Shape("implicit", "string name", "dingdong", 
    "string function", "sqr(x) + sqr(y) + z * (1 - sqr(z))", 
    "float[6] bounds", (-3, 3, -3, 3, -3, 3))

defines a implicit surface "dingdong" whose equation is $x^2 + y^2 + z(1 -z^2) = 0$ over the domain [ -3, 3 -3, 3 -3, 3].

This surface (and many more) is available in the implicit surfaces section of the gallery.

Optimizing render times

There are two main rules to decrease render times:

  • provide tight bounding boxes. Interval evaluation is a costly operation. Computing these evaluations for void space wastes CPU cycles.
  • provide optimized code for function evaluation. Minimizing the number of operations when evaluating a function interval is a key point which will yield huge savings:
    1. Try to factorize expressions.
    2. Remember that pow() is a very expensive operation and that sqr() or * are not.
    3. Use Horner's rule to rewrite polynomial expressions.

Let's provide two significant examples with Chmutov surfaces:

  • The Chmutov surface of order 6 is defined by the equation $T{_6}(x)+T{_6}(y)+T{_6}(z)=0$ where $T{_6}(x) = 32x^6-48x^4+18x^2-1$. Using rule 1, this expression can be rewritten as $T{_6}(x) = 2x^2(3-4x^2)^2-1$.
  • The Chmutov surface of order 7 is defined by the equation $T{_7}(x)+T{_7}(y)+T{_7}(z)+1=0$ where $T{_7}(x) = 64x^7-112x^5 +56x^3-7x$. Combining rules 2 and 3, this expression can be rewritten as $T{_7}(x) = x(x^2 (x^2(64x^2-112)+56)-7)$.
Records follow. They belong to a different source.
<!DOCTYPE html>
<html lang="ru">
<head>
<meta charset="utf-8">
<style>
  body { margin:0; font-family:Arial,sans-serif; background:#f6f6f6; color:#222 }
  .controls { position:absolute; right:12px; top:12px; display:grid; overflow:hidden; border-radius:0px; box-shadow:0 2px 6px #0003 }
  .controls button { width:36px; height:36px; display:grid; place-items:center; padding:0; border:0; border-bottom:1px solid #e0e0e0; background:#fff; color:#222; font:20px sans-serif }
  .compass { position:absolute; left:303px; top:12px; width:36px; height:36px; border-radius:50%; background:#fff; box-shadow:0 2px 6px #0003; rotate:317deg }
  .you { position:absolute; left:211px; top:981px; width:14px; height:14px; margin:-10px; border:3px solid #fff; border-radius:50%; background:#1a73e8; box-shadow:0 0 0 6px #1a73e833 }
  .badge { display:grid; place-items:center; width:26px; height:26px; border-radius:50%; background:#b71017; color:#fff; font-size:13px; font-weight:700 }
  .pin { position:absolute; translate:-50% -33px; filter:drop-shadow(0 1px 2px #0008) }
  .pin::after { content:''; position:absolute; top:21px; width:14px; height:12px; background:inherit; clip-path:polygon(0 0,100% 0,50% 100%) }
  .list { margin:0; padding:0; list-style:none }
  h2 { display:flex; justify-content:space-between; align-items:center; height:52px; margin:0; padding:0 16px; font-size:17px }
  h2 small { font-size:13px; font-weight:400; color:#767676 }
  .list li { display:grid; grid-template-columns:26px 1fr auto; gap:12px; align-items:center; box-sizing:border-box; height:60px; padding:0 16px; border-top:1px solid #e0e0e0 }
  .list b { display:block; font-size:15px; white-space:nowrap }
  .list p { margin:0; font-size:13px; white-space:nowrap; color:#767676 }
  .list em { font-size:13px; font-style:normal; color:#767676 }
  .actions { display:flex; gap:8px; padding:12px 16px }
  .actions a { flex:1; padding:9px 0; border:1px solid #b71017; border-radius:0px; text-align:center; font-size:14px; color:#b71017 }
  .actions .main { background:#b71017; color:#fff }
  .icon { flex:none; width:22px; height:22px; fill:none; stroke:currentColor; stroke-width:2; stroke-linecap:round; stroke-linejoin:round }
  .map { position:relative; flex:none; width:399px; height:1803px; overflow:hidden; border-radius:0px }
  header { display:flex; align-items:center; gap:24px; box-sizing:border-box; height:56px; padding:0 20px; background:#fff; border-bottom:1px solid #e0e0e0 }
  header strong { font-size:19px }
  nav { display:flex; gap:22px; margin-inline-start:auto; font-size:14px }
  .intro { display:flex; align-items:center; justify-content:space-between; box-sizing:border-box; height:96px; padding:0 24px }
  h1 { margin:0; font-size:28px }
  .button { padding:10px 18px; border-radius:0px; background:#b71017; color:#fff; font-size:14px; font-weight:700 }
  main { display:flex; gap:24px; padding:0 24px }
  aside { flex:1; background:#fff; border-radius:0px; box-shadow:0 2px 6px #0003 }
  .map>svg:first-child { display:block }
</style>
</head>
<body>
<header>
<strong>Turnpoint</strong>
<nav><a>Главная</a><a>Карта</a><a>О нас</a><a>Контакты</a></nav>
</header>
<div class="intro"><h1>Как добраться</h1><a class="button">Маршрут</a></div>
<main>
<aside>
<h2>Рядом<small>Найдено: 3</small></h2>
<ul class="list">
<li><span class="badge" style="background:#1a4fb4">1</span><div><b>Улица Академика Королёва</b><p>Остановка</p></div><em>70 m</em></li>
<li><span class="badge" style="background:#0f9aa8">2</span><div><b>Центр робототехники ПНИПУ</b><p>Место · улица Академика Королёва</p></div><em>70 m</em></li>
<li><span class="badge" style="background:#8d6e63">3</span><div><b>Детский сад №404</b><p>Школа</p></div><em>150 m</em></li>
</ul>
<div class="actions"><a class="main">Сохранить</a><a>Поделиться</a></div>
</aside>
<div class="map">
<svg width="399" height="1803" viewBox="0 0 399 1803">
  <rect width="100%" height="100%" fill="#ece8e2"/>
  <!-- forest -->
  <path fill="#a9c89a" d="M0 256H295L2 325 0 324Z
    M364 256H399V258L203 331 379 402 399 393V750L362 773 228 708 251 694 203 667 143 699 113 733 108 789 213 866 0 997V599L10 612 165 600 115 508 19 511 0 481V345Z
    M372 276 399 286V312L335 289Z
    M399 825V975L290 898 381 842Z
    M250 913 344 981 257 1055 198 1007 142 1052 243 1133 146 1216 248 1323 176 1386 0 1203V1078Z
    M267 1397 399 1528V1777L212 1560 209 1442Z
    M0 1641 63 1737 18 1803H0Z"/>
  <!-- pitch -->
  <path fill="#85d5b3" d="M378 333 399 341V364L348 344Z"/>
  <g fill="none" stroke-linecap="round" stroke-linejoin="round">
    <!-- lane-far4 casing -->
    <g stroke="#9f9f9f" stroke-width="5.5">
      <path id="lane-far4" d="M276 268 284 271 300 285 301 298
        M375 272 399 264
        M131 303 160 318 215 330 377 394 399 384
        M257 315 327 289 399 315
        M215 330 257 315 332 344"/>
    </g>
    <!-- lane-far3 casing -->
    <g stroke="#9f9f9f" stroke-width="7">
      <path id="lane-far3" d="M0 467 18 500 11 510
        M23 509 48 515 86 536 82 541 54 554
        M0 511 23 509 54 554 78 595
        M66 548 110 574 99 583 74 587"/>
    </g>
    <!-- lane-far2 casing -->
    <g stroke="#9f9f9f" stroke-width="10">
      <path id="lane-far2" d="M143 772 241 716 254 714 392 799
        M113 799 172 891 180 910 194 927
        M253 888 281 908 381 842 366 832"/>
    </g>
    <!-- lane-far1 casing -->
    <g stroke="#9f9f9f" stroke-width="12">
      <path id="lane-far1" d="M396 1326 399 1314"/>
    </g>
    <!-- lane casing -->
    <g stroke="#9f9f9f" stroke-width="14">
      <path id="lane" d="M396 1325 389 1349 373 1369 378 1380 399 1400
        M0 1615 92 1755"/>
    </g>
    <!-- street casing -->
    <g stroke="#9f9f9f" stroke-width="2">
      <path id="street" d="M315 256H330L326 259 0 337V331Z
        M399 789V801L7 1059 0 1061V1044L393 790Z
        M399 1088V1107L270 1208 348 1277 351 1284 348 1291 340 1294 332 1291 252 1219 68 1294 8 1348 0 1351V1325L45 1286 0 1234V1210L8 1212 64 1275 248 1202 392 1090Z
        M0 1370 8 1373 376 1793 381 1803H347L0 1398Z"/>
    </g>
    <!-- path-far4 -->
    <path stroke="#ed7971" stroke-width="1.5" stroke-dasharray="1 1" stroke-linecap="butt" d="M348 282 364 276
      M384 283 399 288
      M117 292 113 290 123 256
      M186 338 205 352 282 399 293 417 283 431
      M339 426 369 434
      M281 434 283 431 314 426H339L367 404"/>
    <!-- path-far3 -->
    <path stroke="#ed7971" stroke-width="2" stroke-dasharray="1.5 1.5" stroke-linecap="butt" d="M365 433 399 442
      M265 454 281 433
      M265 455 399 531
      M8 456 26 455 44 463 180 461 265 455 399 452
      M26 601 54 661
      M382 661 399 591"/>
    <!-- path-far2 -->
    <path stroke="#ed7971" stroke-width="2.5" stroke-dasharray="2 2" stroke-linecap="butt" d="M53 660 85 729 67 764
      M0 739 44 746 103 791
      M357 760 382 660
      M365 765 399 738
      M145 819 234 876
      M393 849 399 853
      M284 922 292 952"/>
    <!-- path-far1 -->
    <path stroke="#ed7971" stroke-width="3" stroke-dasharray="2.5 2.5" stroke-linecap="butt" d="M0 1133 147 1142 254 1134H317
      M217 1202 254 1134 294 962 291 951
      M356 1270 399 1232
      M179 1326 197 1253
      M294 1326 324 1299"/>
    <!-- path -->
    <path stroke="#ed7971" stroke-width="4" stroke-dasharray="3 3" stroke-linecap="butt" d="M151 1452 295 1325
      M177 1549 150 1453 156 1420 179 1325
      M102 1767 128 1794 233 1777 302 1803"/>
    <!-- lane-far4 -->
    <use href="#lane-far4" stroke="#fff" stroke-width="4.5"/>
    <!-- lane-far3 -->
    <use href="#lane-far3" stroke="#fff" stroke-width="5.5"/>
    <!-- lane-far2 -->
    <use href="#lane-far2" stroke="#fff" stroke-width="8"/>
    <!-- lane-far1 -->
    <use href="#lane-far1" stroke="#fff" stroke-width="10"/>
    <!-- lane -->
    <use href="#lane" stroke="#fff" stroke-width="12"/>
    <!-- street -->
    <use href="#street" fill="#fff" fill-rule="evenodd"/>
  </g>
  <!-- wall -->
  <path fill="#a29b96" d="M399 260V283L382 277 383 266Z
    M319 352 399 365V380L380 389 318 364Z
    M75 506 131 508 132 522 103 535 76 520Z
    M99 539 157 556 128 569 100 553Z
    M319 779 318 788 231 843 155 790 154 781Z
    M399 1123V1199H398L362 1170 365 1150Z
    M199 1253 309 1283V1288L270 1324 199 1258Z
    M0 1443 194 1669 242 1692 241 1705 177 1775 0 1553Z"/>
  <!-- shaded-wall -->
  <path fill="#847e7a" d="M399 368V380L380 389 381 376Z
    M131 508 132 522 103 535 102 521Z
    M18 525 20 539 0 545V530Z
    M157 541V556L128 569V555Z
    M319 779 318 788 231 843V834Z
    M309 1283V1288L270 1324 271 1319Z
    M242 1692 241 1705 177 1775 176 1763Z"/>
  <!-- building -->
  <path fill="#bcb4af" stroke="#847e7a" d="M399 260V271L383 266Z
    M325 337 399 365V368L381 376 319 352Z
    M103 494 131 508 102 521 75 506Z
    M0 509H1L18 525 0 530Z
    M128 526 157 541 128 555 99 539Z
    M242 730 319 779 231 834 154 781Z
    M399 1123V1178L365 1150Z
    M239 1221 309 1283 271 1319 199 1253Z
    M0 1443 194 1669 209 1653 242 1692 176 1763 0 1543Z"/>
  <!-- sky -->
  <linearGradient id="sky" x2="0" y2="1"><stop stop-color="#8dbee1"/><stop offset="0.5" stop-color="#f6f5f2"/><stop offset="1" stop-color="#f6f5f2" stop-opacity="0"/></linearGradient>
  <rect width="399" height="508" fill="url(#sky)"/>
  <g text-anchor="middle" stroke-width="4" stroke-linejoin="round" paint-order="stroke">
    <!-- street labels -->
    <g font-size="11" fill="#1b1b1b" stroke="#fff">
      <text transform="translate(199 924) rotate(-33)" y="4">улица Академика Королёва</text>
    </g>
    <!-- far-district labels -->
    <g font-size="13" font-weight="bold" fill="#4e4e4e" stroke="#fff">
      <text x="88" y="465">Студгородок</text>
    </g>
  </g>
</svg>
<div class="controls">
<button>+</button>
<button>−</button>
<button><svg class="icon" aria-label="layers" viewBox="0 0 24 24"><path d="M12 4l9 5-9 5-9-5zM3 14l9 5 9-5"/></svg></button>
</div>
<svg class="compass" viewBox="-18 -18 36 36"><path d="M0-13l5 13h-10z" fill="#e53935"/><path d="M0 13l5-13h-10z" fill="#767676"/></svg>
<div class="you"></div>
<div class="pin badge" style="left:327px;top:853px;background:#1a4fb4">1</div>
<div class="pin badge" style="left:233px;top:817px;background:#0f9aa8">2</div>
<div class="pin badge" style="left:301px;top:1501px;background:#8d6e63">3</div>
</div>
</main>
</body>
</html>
In both cases, rendering times with these optimized expressions are decreased by an order of magnitude over "naive" expressions.

Requirements

To generate a function plugin, you need to have a C++ compiler installed (see Downloads section for more details). However, the implicit shape plugin will not rebuild an already generated function plugin.

Bibliography
1. A. Knoll, Y. Hijazi, C. D. Hansen, I. Wald, and H. Hagen. "Interactive ray tracing of arbitrary implicit functions". In Proceedings of the 2007 Eurographics/IEEE Symposium on Interactive Ray Tracing, 2007.
2. Jag Mohan Singh and P. J. Narayanan, "Real-Time Ray-Tracing of Implicit Surfaces on the GPU". Tech Rep. IIIT/TR/2007/72. July 2007

Rendering implicit surfaces is a bit addictive. Internet ressources are so numerous that you end up filling your hard drive with pictures, rising your CPU to insane temperatures and depriving you from sleep without ever paying attention.

"Abandon all hope, ye who enter here."